Заостренно полемическая нота звучит в высказываниях Мейерхольда того времени не только о МХАТ, но и о Малом театре, например в статье «J’accuse! ». Лишь учитывая все это, можно правильно оценить и эту статью и другие, близкие ей по духу, в которых перед нами вырисовывается облик Мейерхольда-полемиста, бросающего вызов академическим театрам.
{37} * * * В первой половине 20‑ х годов Мейерхольд осуществил ряд постановок классики — «Смерть Тарелкина» А. В. Сухово-Кобылина (Театр ГИТИС — Мастерская Вс. Мейерхольда, 1922), «Доходное место» (Театр Революции, 1923) и «Лес» (Театр имени Вс. Мейерхольда, 1924) А. Н. Островского. Эти постановки, в каждой из которых весьма энергично заявляло о себе стремление к новому, современному прочтению классики, были очень различными.

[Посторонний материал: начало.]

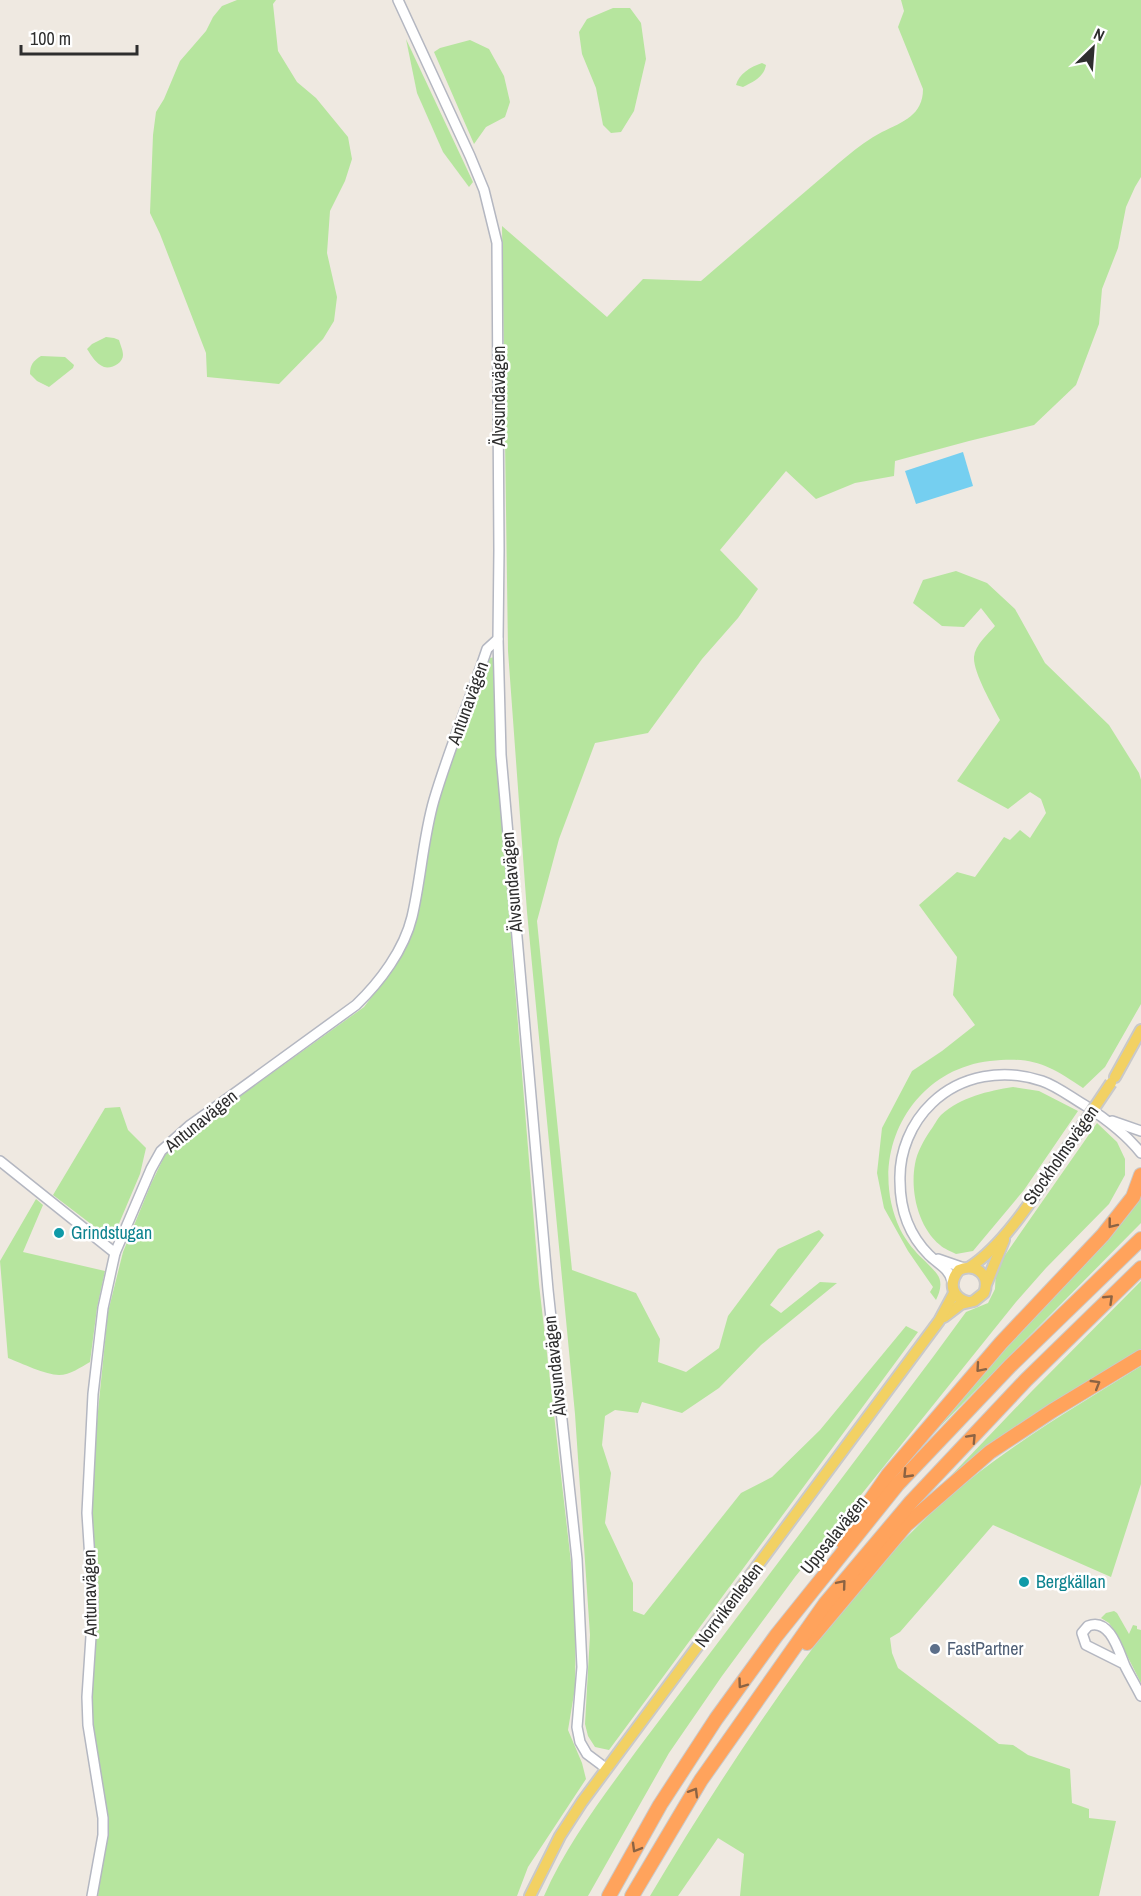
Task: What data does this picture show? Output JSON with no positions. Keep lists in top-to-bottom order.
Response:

Если, например, в «Смерти Тарелкина» социальное заострение давалось в нарочито эксцентрической форме, то совершенно по-иному было в спектакле «Доходное место». Сохраняя в полной мере азарт новатора, Мейерхольд достигал здесь необычайной социальной остроты и театральной звучности воплощения образов Островского, ни в чем не нарушая строя пьесы. Достаточно вспомнить хотя бы эпизод из третьего действия комедии «Доходное место». Старый чиновник Юсов в компании с такими же, как он, чинушами — взяточниками, чинопочитателями и мракобесами — «гуляет» в трактире. Схватив лежащую на столе газету и небрежно просмотрев ее, он бросает ее на стол, презрительно произнося: «Что нынче пишут! Ничего нравоучительного нет! » Затем, обменявшись несколькими короткими репликами, собутыльники уходят — так заканчивается этот эпизод (явление третье) у Островского. Но Мейерхольд этим не ограничился. В поставленном им спектакле Юсов (его играл Д. Н. Орлов) и другие чиновники поджигали газеты и, озаренные отблесками зажженного ими «фейерверка», пускались в зловещий ликующий пляс. Образ этого «аутодафе» придавал сцене огромный обобщающий смысл. Это было страстное, публицистически беспощадное и необычайно зрелищно убедительное изобличение воинствующего мракобесия. Недаром с такой силой звучала в спектакле реплика, которой напутствовал уходящих чиновников один из свидетелей их мрачного веселья: «Не стая воронов слеталась! » «Доходное место» — великолепный пример такого сценического прочтения пьесы режиссером, в котором не просто воспроизводится ее текст, а как бы раздвигаются его рамки и материал автора наполняется новым, подсказанным современностью содержанием. Мы помним костры из книг, которые зажгли фашисты спустя десятилетие. И образ, возникавший в спектакле «Доходное место», приобретает теперь для нас особую многозначительность.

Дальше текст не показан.